Dave Bauer, PhD 34:32
Yeah, I don't really think that much about the five-year plan and that's a terrible way to answer a like job interview, because that's always like you've got to make something up. But honestly, I feel like so much of my career and the biggest moments, of not just career but life, none of it was planned. For me at least I never imagined. I didn't even know what biophysics was, until the very end of my undergrad. And when I heard of it, I said, “That has to fit me being a biology and physics student.” So, I just ended up in there. Forensics never would have saw myself in that either. I feel like a lot of times, maybe when you ask someone 50 years later, their career path, it's almost like retroactively, they stitched together this like perfect pathway that they intentionally laid out. When in reality, it's like you're in the right place, you got lucky at the right time, and that really ends up driving so many things that happen. And you got to be open to those moments. So I think my advice is, “Always to be open to something.” Like this podcast, you know, at first, I didn't know if I want to do it, but hey, “Let's see where it leads me.” Someone says you want to go do this one-off thing. “Sure. Let's see what happens from it.” Give yourself those lucky moments.
Jordan Ruggieri 35:41
That was Dr. Dave Bauer, Application Scientist at Thermo Fisher Scientific. Thank you so much for joining us for today's episode of Absolute Gene-ius. Stay curious, and we'll see you next time.

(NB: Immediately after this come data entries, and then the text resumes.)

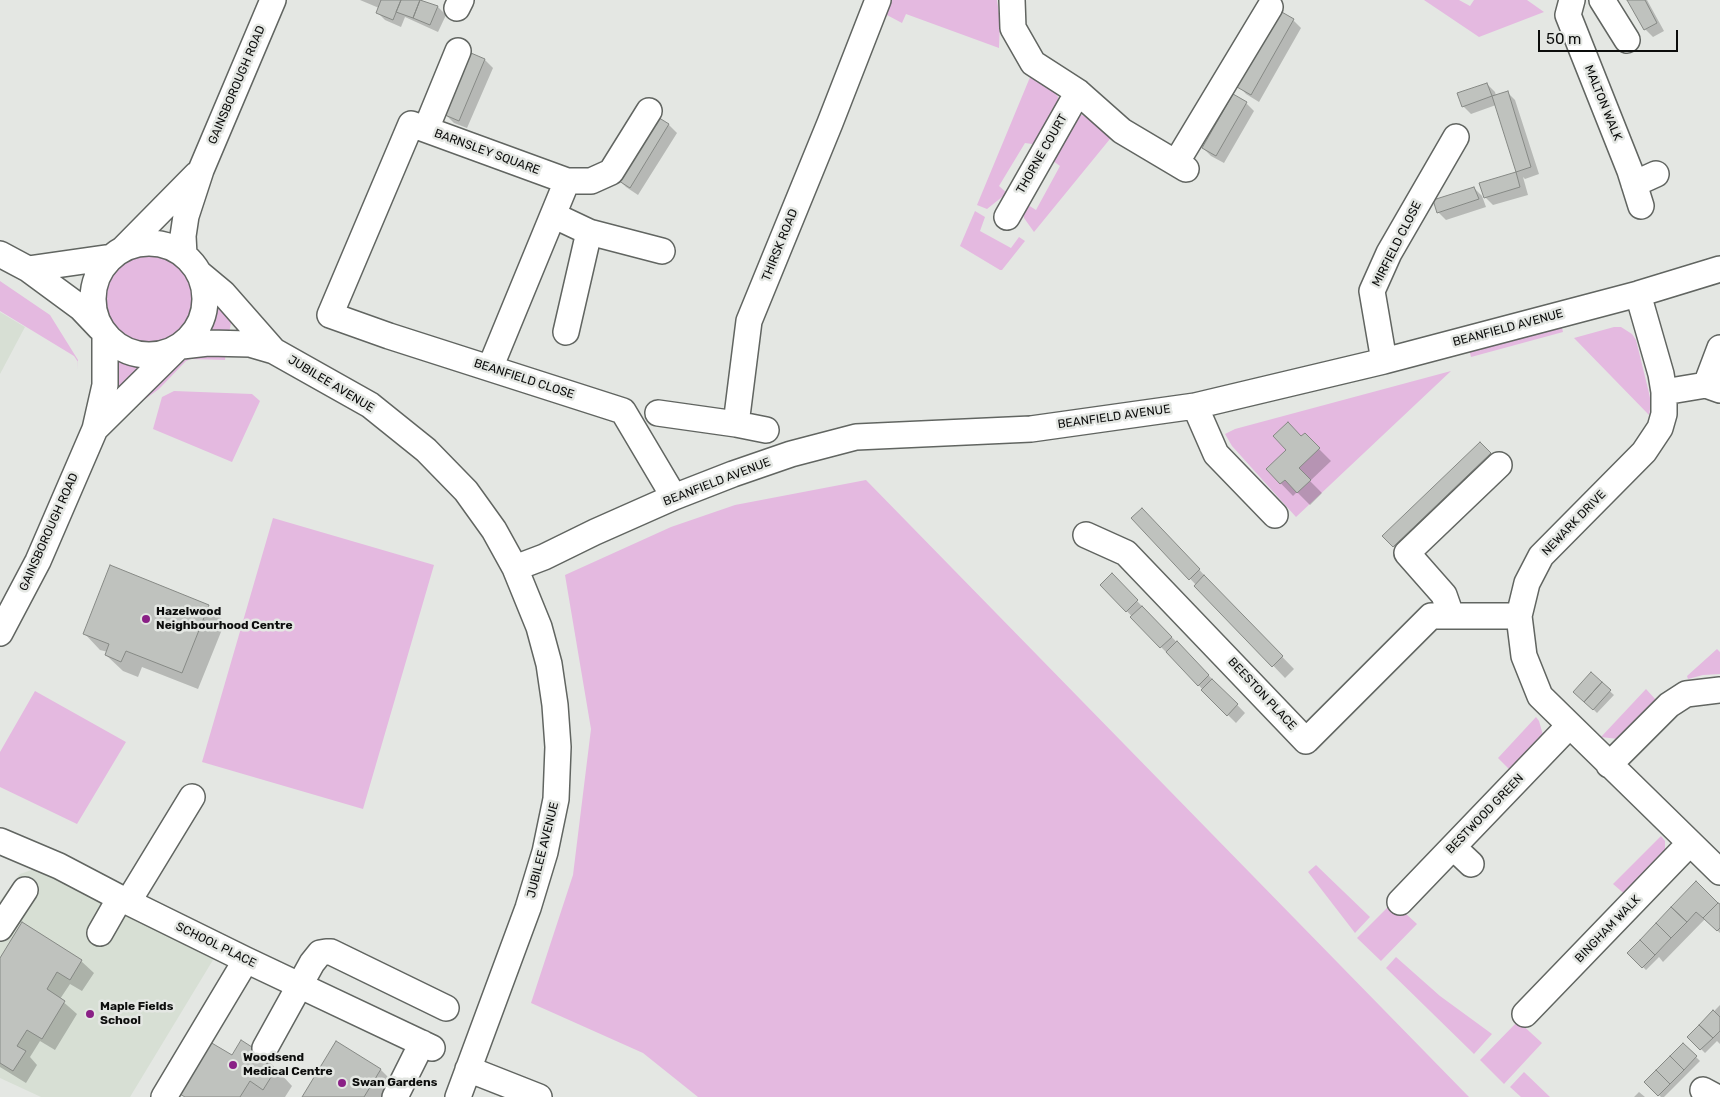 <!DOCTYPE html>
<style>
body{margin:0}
#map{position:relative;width:1720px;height:1097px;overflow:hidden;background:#e4e7e3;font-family:Rubik,sans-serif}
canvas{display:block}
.scale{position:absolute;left:1538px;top:30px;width:140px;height:22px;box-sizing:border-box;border:2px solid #0c0d0c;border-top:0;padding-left:6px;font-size:15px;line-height:18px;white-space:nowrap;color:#0c0d0c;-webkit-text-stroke:4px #e4e7e3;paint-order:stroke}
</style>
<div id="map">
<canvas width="1720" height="1097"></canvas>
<div class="scale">50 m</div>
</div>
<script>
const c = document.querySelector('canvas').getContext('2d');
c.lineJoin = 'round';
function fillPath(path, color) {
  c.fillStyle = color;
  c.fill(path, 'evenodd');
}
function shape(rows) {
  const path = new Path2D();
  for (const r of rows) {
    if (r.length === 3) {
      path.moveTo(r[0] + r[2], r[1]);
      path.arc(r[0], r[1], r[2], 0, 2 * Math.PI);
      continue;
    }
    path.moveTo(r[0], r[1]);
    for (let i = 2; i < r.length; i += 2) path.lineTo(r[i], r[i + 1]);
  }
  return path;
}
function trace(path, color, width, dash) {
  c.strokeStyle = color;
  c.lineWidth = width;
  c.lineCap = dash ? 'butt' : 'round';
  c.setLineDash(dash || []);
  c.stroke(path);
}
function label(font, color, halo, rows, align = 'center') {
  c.font = font + ' Rubik,sans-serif';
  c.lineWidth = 5;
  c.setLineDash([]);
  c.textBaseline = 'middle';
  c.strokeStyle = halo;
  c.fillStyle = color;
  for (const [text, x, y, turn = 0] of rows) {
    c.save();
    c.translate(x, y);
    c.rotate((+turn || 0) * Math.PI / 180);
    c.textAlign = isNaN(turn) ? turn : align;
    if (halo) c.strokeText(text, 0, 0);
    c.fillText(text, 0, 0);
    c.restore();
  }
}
fillPath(shape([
 [0,312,25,327,0,374],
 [43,866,219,950,130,1097,41,1097,0,1078,0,901,20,874]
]), '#d7dfd4');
fillPath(shape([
 [891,0,997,0,1000,20,999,48,906,14,902,23,885,14],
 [1424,0,1459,0,1470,6,1474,0,1527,0,1544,12,1479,37],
 [1033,70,1051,87,1058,97,1060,107,1039,145,1025,143,999,186,1007,193,987,209,977,205],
 [1076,113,1093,119,1114,134,1034,232,1024,218,1023,212,1025,203,1036,210,1060,166,1049,158],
 [975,211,985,217,980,231,1011,248,1019,237,1025,241,1002,270,1000,270,960,246],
 [149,299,47],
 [0,281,50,315,78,360,77,370,78,362,74,356,0,311],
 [215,301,237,317,231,323,229,333,207,333,215,312],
 [1561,324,1563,332,1471,357,1469,349],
 [1614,327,1621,327,1632,334,1636,340,1649,393,1651,403,1649,415,1574,338],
 [226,352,225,360,191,359,186,361,159,389,137,405,175,367,192,355],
 [115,355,129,362,148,366,122,393,111,386],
 [1451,371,1296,517,1232,446,1225,434,1235,429],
 [174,391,252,394,260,401,232,462,153,429,162,397],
 [866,480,1469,1097,698,1097,643,1053,531,1003,573,875,591,729,565,575,671,527,735,505],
 [273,518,434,565,363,809,202,762],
 [1717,649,1720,652,1720,674,1703,675,1688,679,1687,676],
 [1646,689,1656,700,1618,739,1601,737],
 [35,691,126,742,77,824,0,787,0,752],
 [1536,717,1539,721,1543,735,1511,771,1498,758],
 [1661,836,1665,841,1665,857,1627,896,1613,884],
 [1316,865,1370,917,1355,933,1308,872],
 [1393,902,1417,924,1381,961,1357,938],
 [1396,957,1440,996,1492,1034,1474,1054,1386,968],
 [1518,1021,1542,1043,1504,1084,1480,1060],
 [1524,1072,1550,1097,1521,1097,1510,1087]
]), '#e4b9e0');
fillPath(shape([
 [360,0,421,0,438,7,446,15,438,32,405,17,401,27,385,20,377,12,379,8],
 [1629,0,1647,0,1664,31,1653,37,1645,29],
 [1281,13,1293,20,1301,28,1259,102,1246,94,1239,86],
 [485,60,493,68,467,128,454,123,446,115],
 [1487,84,1495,92,1496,96,1507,92,1515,100,1539,174,1525,179,1523,177,1528,195,1493,205,1485,197,1481,184,1517,172,1496,105,1471,114,1463,106],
 [1246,103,1254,111,1224,163,1211,156,1203,148],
 [656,118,669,125,677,133,638,195,626,187,618,179],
 [1474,188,1482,196,1486,207,1446,220,1438,212],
 [1302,438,1317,447,1331,461,1310,481,1322,493,1310,505,1297,492,1293,496,1267,469],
 [1480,444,1502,466,1406,559,1384,536],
 [1150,517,1207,578,1207,579,1294,669,1285,678,1133,519],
 [1112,575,1245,713,1236,723,1203,690,1170,654,1169,655,1161,647,1102,585],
 [208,606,225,622,198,689,142,667,138,677,123,671,106,655,108,652,100,650,84,633],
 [1591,674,1614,695,1597,713,1593,709],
 [1696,883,1720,906,1720,933,1705,919,1663,962,1659,957,1646,970,1629,953],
 [0,961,81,961,94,973,82,991,70,984,60,999,77,1014,55,1050,40,1041,30,1057,37,1065,26,1083,0,1067],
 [1720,1005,1720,1044,1717,1041,1705,1053,1689,1037],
 [336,1043,381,1070,397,1086,390,1097,304,1097],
 [1683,1044,1700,1061,1664,1097,1661,1097,1646,1082],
 [232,1057,265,1057,292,1086,285,1097,185,1097,180,1092],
 [1639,1092,1645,1097,1634,1097]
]), '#0003');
const building = shape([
 [381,0,401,0,393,20,376,13,381,0],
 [401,0,420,0,413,18,396,12,401,0],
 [420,0,438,6,430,25,413,18,420,0],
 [1627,0,1645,0,1657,23,1644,30,1627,0],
 [1280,11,1294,19,1251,95,1237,87,1280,11],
 [471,53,485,59,459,121,445,115,471,53],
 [1487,83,1492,96,1462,107,1457,93,1487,83],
 [1508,91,1531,167,1516,172,1492,96,1508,91],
 [1233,94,1247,102,1216,156,1202,148,1233,94],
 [656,116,669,124,630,188,616,179,656,116],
 [1516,172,1520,187,1484,198,1479,183,1516,172],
 [1474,187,1479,199,1437,213,1433,200,1474,187],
 [1288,422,1301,436,1305,433,1320,448,1299,468,1311,480,1297,493,1285,480,1280,484,1266,469,1286,450,1273,436,1288,422],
 [1480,442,1491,453,1393,547,1382,536,1480,442],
 [1142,508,1200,569,1189,580,1131,518,1142,508],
 [110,565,209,605,182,673,126,651,121,662,105,655,109,644,83,634,110,565],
 [1112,573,1138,600,1126,612,1100,585,1112,573],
 [1204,575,1283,656,1272,667,1194,586,1204,575],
 [1142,606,1172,637,1160,648,1130,617,1142,606],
 [1177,641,1209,675,1198,686,1166,652,1177,641],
 [1591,672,1602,682,1584,702,1573,692,1591,672],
 [1212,679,1238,704,1227,716,1201,690,1212,679],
 [1602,682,1611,690,1593,710,1584,702,1602,682],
 [1696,881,1718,903,1703,918,1696,912,1687,922,1671,907,1696,881],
 [1718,903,1720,904,1720,928,1717,931,1703,918,1718,903],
 [1671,907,1687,922,1671,938,1656,923,1671,907],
 [22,922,82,960,70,980,57,972,47,989,65,1001,42,1039,27,1030,17,1046,26,1051,13,1071,0,1063,0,958,22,922],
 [1656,923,1671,938,1655,955,1640,940,1656,923],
 [1640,940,1655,955,1642,968,1627,953,1640,940],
 [1713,1010,1720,1017,1720,1031,1713,1038,1699,1025,1713,1010],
 [1699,1025,1713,1038,1700,1050,1687,1037,1699,1025],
 [241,1040,266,1056,263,1061,276,1069,263,1090,250,1081,240,1097,185,1097,178,1093,210,1042,232,1055,241,1040],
 [336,1041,381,1069,364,1097,302,1097,336,1041],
 [1683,1043,1697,1056,1684,1070,1670,1056,1683,1043],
 [1670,1056,1684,1070,1670,1084,1656,1070,1670,1056],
 [1656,1070,1670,1084,1658,1096,1644,1082,1656,1070]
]);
fillPath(building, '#bfc2be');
trace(building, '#868985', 1);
const minor = shape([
 [1012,0,1013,28,1033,63,1078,92,1122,131,1186,169],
 [1572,0,1568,15,1630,171,1641,206],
 [1602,0,1627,40],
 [457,8,461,0],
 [426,129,458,51],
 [1176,163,1270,7],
 [567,181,591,181,611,172,649,111],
 [1634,184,1656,174],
 [553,215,589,232,662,251],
 [1007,217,1078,92],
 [149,299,56],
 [123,249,196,175],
 [0,254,28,269,81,308,100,328],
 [184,255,183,236,186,216,201,170,273,0],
 [28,269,112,257],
 [199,273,223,293,274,351],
 [1638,294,1661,374,1664,392,1664,414,1660,428,1644,452,1541,556,1527,583,1519,616,1524,656,1540,696,1720,872],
 [566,332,589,232],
 [182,346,208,343,250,344,274,351,370,405,426,450,466,491,494,530,515,568,539,627,549,664,555,705,558,747,556,799,545,852,528,908,458,1097],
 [1384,361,1372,291,1389,253,1456,137],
 [490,368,567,181,411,124,330,315,389,336,623,411,674,497],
 [1706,385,1720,348],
 [1664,392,1706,385,1720,390],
 [1195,406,1216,454,1275,515],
 [658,413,736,424,749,321,830,123,878,0],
 [736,424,766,430],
 [95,429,176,349],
 [1086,535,1126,553,1306,741,1431,616,1519,616],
 [515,568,544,557,595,532,674,497,733,474,791,454,856,437,1031,429,1195,406,1384,361,1638,294,1720,269],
 [1451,615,1444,595,1407,553,1499,465],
 [0,633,38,561,95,429,105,385,105,335],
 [1609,765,1669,705,1686,694,1720,690],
 [0,841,59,866,120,898,246,960,432,1048],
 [1453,847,1471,864],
 [128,902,192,797],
 [1400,902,1569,726],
 [0,928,25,890],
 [100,933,120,898],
 [1525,1014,1690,843],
 [265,1048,312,963,320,953,326,952,331,952,446,1008],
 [468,1069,539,1097],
 [1703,1090,1716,1097],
 [164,1097,246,960],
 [395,1097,422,1043]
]);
trace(minor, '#616561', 28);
trace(minor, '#fff', 25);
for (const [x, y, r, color] of [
 [146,619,5,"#8a2086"],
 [90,1014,5,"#8a2086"],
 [233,1065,5,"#8a2086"],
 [342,1083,5,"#8a2086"]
]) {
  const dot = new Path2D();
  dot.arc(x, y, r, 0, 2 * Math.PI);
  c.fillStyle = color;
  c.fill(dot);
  trace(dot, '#e4e7e3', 2);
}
label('12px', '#0c0d0c', '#e4e7e3', [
 ["GAINSBOROUGH ROAD",237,85,-67],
 ["MALTON WALK",1603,103,68],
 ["BARNSLEY SQUARE",487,152,20],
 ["THORNE COURT",1042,154,-60],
 ["MIRFIELD CLOSE",1397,244,-63],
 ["THIRSK ROAD",780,245,-68],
 ["BEANFIELD AVENUE",1508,328,-15],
 ["BEANFIELD CLOSE",524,379,18],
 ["JUBILEE AVENUE",331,384,31],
 ["BEANFIELD AVENUE",1114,417,-8],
 ["BEANFIELD AVENUE",717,482,-21],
 ["NEWARK DRIVE",1574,523,-46],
 ["GAINSBOROUGH ROAD",49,532,-66],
 ["BEESTON PLACE",1262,694,47],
 ["BESTWOOD GREEN",1485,814,-46],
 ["JUBILEE AVENUE",543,850,-76],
 ["BINGHAM WALK",1608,929,-46],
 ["SCHOOL PLACE",216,945,26]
]);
label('bold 12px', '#0c0d0c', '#e4e7e3', [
 ["Hazelwood",156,612],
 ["Neighbourhood Centre",156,626],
 ["Maple Fields",100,1007],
 ["School",100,1021],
 ["Woodsend",243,1058],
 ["Medical Centre",243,1072],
 ["Swan Gardens",352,1083]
], 'left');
</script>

I'm going to take one line from each. That's what I'm going to do. That's
Cassie McCreary 35:55
Oooh a super haiku. Okay.
Jordan Ruggieri 35:57
And that's going to be I'm going it's going on LinkedIn. I'm posting it.
Cassie McCreary 36:01
There it is.
Jordan Ruggieri 36:02
I'm going… Molecular dance. Amplified whispers of genes. Genes quantified.
Cassie McCreary 36:07
Yeah, yeah. Ooh, I like that. Okay, well, once again.